I've just now read the presentation by Cassandra Hedelius about Mormon Gnosticism, which is, in her opinion, based on the assumption that deeper spiritual knowledge holds the key to salvation, but also leads the way to apostasy. She touches on various points and when you have the time to read it, go here for the complete transcript.
However, the thing that made me really think was one specific claim of Mormon Gnosticism is the command to share revelations an individual may receive. I finished a book not more than a week ago that dealt with this very thing. This man claimed he received these visions of events leading up to the Second Coming and Millennium and was told he could finally share them and thus a book was published. I doubt his claim to have received those visions, but I seriously doubt whether he was given permission to share these deeply personal and spiritual experiences. Sure, they were fascinating to read about, but guess what? These were for him.
"Many self-proclaimed visionaries would respond, and I know this because this is part of their public teaching, that they were commanded by the Lord to share their vision(s). Some of them even make a great show of humility and reluctance, saying they wanted to keep it quiet and had no desire for publicity, but the Lord or another messenger told them they must tell the world. But that is not possible; this claim violates scripture and revelation. It’s another example of false teaching being very persuasive because it incorporates much that sounds true. The Adversary is good at being subtle.
Gnostic visionaries love to quote Joel 2:28, which foretells that men and women will prophesy and have dreams and visions. But the Lord gave us an important caution in the Book of Mormon:
“It is given unto many to know the mysteries of God; nevertheless they are laid under a strict command that they shall not impart only according to the portion of his word which he doth grant unto the children of men, according to the heed and diligence which they give unto him.” (Alma 12:9)
I hadn't fallen victim to his claims nor did I decide that his vision of things is the be-all and end-all but as she says, the Adversary is subtle. It would be easy to think more of what he says than to look at modern-day prophets and the scriptures.
A few years ago, I was reading another book that threw into question the doctrines outlined in "The Family: A Proclamation to the World." It was about the author's assumptions regarding homosexuals and their place in the Plan of Salvation. Her claims, thoughts and opinions tore at me and I was lead to agree with her. As I discussed these thoughts with my husband, he (gently) reminded to me to study and read that inspired document again. Once I did that, all my issues were resolved, and with his encouragement, I didn't finish the book.
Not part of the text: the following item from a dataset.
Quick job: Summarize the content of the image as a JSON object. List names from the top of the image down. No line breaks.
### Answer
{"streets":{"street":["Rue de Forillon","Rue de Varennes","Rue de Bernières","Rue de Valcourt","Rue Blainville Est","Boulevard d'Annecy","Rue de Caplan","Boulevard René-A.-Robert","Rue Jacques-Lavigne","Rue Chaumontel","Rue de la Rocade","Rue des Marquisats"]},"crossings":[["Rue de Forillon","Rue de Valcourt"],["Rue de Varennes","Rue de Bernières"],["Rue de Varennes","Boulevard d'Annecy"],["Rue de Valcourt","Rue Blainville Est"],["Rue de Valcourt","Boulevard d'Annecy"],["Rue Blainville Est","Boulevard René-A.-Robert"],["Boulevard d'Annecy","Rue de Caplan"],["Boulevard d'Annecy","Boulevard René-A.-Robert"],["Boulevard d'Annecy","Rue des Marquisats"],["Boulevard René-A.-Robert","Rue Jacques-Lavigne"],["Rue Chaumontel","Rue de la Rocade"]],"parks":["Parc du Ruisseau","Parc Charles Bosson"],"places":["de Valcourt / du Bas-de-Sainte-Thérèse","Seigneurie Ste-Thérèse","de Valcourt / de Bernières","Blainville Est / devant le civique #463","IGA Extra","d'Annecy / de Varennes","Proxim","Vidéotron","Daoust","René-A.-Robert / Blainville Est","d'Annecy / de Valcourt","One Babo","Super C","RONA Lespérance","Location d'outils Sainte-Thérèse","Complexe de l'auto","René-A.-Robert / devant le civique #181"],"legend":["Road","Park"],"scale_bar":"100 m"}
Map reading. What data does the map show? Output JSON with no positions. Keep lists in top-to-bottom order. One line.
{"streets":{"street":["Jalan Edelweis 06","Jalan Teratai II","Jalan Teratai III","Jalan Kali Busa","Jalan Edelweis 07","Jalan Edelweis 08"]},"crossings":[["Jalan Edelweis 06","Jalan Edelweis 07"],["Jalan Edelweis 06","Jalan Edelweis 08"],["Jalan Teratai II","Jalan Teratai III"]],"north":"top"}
I loved that Hedelius asserts (more than once) when sharing examples from early church history (think Hyrum Page and his stone):
It’s important to notice what the Lord does not say. He does not say “you all have the gift of the Holy Ghost, so when someone comes among you proclaiming revelation and authority, you should be able to just discern if it’s legitimate or not without revealed standards to guide you.” We are not told to face a free-for-all anarchy of truth claims out there, any of which might be of equal weight to revelations received through prophets.
The Lord is mindful of us, His flock, and wants us to know so we won't be led astray. It is through His divinely called prophets that we will know His will. And if one becomes fallen, there is still order in His church and another will be called in his stead. No one will just come out from nowhere and claim he is the voice of the church. The Lord's church is a house of order. This was a great presentation and reminder for me.